Ruth J. Simmons, Brown University's president, announced Friday that its board will not vote to eliminate four athletic teams later this month, and that the squads are safe for at least another year. A Brown committee, convened at Simmons’ behest, made a recommendation two weeks ago that the university eliminate the men's and women's fencing, wrestling, and women's skiing teams due to budget constraints. Since then, athletes and coaches have criticized the recommendation, arguing that a decision on the fate of their teams was being rushed through the governance process. Simmons wrote in a letter to students, faculty and staff, “While delaying the decision on the outcome for these teams is not ideal, I am persuaded that the committee’s [new] recommendation to allow students to complete the semester’s work without the burden or stress of addressing this issue is sound and compassionate.” Simmons wrote that she “will return to this matter in the fall."
The Massachusetts Community College Council's Delegate Assembly voted 74 to 26 on Saturday in favor of granting part-time members a full vote in electing chapter and statewide leaders. Support for a measure to amend the MCCC's bylaws has increased in recent years and this year crossed the two-thirds majority required for adoption. Previously, each adjunct was granted one-quarter of a vote in elections of leaders.

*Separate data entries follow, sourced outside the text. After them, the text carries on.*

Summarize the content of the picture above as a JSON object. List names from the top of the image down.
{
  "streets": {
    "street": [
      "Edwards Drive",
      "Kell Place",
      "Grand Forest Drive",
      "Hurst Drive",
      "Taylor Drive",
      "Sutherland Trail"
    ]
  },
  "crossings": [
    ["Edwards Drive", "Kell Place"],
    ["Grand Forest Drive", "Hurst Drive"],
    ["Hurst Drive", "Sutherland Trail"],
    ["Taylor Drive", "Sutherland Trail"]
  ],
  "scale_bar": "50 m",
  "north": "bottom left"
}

Queen's University in Canada is ending a boycott of the international rankings of Times Higher Education, citing last year's change in methodology by the publication, and the impact of staying out of those and other international rankings. A statement from Queen's noted that appearing in international rankings is key to attracting students from China and India. The statement quoted Chris Conway, director of institutional research and planning, as saying that “Queen’s is still concerned because the rankings focus mainly on research volume and intensity, and although Queen’s is one of Canada’s top research universities, our quality undergraduate student experience and out-of-classroom experience are not fully captured."